The records below:
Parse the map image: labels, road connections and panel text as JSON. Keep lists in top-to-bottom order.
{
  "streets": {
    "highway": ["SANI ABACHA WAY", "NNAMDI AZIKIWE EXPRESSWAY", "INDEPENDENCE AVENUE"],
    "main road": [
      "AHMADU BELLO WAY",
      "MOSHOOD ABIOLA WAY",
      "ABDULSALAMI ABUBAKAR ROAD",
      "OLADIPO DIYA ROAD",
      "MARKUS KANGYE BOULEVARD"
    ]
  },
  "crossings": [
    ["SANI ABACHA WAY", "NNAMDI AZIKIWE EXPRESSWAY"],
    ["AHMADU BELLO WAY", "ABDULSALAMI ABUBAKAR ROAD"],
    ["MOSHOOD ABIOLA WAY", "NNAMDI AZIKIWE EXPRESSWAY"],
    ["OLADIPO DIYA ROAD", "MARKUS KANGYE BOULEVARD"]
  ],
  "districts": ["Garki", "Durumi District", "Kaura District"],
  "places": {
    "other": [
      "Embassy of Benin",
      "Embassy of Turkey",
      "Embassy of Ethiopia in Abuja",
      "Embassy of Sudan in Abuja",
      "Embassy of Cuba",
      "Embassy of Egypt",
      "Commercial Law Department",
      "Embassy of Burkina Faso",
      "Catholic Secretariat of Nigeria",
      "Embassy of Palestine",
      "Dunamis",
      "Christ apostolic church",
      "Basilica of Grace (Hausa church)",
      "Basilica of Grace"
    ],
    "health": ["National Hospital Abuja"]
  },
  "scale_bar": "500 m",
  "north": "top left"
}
End of The records.
▶ Exercise details
Your answer should consist of each line of the data above in which the word "Embassy" occurs.

▶ Result of this exercise
      "Embassy of Benin",
      "Embassy of Turkey",
      "Embassy of Ethiopia in Abuja",
      "Embassy of Sudan in Abuja",
      "Embassy of Cuba",
      "Embassy of Egypt",
      "Embassy of Burkina Faso",
      "Embassy of Palestine",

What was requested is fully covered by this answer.